■ Problem requirements: Search the entries below for "bottom", and copy each line where it appears.

■ Records provided:
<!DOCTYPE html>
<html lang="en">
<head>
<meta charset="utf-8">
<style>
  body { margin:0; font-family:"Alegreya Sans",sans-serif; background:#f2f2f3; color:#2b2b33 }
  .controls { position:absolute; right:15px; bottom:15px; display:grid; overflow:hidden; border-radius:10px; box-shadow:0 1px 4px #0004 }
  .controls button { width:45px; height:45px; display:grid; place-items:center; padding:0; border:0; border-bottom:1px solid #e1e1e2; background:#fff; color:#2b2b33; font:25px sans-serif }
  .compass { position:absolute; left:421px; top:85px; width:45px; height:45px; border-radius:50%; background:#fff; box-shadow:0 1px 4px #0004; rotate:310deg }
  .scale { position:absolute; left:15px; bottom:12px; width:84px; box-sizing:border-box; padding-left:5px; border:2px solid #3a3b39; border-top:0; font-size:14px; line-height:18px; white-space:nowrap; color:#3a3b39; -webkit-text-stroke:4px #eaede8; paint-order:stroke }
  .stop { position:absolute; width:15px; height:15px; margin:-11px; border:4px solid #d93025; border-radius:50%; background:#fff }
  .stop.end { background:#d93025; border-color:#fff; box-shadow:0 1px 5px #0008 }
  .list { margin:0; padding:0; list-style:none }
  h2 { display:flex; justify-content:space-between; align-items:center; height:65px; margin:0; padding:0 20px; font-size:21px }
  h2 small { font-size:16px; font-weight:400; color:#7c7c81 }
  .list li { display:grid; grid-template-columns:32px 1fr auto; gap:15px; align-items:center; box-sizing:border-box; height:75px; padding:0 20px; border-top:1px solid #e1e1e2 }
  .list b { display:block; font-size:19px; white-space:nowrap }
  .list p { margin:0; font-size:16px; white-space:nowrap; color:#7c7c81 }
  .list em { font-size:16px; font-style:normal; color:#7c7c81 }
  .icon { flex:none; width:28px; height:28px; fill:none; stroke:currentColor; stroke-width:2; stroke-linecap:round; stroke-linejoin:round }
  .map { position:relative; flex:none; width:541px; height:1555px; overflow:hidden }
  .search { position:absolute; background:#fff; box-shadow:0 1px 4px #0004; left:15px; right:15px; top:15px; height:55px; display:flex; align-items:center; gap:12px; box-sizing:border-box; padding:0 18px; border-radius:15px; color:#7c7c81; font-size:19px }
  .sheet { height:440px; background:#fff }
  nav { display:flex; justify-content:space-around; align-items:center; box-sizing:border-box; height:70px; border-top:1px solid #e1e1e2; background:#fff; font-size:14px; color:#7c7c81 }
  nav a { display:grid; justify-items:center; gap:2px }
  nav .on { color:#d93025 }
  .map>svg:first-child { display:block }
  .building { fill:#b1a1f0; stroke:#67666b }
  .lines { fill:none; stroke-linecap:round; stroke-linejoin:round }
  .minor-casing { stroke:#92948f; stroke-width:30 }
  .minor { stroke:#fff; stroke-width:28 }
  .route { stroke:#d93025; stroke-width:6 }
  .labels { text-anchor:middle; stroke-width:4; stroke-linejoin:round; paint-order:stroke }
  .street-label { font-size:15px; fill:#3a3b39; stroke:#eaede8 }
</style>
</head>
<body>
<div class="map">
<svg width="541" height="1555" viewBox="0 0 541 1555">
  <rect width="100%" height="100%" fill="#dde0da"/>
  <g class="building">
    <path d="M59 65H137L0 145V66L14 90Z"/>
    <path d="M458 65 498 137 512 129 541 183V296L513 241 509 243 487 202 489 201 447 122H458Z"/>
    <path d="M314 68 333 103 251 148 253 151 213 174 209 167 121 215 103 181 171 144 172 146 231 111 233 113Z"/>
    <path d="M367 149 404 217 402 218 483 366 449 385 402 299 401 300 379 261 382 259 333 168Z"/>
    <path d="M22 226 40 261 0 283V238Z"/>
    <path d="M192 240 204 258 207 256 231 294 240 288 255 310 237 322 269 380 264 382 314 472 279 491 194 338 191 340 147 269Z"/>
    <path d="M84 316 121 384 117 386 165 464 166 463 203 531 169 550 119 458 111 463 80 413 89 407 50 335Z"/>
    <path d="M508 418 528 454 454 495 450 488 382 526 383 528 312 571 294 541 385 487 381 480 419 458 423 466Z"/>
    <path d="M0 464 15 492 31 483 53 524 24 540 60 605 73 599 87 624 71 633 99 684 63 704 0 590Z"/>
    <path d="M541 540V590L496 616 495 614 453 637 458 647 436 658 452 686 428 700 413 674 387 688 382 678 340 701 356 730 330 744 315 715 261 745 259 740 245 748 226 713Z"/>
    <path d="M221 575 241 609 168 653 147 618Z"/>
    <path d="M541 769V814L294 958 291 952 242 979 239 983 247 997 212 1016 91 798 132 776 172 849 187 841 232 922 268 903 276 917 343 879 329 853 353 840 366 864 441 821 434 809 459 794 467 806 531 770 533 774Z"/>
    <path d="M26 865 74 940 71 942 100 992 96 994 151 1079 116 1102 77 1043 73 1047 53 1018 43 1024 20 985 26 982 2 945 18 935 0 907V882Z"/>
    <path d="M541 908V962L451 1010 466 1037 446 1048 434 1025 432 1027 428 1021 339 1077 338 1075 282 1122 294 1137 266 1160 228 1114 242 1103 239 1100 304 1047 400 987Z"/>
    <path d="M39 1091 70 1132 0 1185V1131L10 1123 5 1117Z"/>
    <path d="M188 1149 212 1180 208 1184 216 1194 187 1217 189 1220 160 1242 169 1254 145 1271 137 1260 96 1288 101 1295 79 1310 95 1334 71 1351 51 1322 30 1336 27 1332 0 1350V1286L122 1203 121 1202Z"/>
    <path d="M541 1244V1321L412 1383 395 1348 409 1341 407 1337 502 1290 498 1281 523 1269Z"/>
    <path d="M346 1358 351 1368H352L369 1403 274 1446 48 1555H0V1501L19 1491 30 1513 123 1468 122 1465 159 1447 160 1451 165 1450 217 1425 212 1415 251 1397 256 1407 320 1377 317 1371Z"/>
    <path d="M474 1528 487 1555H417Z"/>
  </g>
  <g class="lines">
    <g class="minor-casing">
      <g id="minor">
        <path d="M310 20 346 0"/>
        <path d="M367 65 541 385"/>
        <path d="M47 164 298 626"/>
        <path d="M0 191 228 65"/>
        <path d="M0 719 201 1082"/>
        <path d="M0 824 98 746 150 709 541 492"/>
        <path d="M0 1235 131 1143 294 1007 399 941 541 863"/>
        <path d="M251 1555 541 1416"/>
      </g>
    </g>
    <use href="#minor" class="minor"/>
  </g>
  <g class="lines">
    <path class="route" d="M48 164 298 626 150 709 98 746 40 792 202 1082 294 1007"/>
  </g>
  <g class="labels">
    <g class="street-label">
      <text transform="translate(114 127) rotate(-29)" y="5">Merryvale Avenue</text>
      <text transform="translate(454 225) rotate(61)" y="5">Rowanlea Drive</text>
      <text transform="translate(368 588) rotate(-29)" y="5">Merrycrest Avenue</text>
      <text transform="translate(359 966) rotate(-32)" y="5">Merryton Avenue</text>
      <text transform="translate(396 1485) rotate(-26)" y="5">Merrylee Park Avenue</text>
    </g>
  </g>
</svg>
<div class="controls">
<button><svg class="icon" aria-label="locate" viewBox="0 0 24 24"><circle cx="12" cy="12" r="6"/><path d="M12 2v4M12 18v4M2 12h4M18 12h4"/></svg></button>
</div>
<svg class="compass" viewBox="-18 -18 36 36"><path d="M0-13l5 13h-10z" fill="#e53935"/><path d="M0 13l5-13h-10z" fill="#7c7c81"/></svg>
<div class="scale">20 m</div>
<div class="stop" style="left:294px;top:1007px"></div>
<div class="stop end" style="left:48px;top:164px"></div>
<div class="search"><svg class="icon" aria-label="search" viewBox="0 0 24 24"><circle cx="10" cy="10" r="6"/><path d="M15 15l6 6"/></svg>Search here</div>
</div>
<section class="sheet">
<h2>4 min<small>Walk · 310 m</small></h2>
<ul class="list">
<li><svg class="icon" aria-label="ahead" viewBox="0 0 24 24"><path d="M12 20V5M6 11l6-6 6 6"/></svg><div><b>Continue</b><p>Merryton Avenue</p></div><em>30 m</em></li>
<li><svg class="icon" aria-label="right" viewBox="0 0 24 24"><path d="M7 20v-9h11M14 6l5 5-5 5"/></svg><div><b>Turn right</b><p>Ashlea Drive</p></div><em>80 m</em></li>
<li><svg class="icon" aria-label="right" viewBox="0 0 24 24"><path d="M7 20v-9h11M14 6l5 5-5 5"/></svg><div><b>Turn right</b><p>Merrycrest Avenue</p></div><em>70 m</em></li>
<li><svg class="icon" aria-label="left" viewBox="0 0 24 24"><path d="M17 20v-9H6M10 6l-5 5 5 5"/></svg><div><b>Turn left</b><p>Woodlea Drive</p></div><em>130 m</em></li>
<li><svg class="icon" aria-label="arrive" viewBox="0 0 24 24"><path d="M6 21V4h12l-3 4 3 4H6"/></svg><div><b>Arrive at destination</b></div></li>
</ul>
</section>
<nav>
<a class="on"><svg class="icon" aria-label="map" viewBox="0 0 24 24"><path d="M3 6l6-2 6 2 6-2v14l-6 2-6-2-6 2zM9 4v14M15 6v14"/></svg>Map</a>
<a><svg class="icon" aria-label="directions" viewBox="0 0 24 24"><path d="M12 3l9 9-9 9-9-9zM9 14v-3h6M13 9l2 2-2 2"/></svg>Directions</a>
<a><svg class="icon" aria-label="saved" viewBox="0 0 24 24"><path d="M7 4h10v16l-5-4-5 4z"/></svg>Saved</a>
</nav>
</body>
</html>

■ Answer to this exercise:
  .controls { position:absolute; right:15px; bottom:15px; display:grid; overflow:hidden; border-radius:10px; box-shadow:0 1px 4px #0004 }
  .controls button { width:45px; height:45px; display:grid; place-items:center; padding:0; border:0; border-bottom:1px solid #e1e1e2; background:#fff; color:#2b2b33; font:25px sans-serif }
  .scale { position:absolute; left:15px; bottom:12px; width:84px; box-sizing:border-box; padding-left:5px; border:2px solid #3a3b39; border-top:0; font-size:14px; line-height:18px; white-space:nowrap; color:#3a3b39; -webkit-text-stroke:4px #eaede8; paint-order:stroke }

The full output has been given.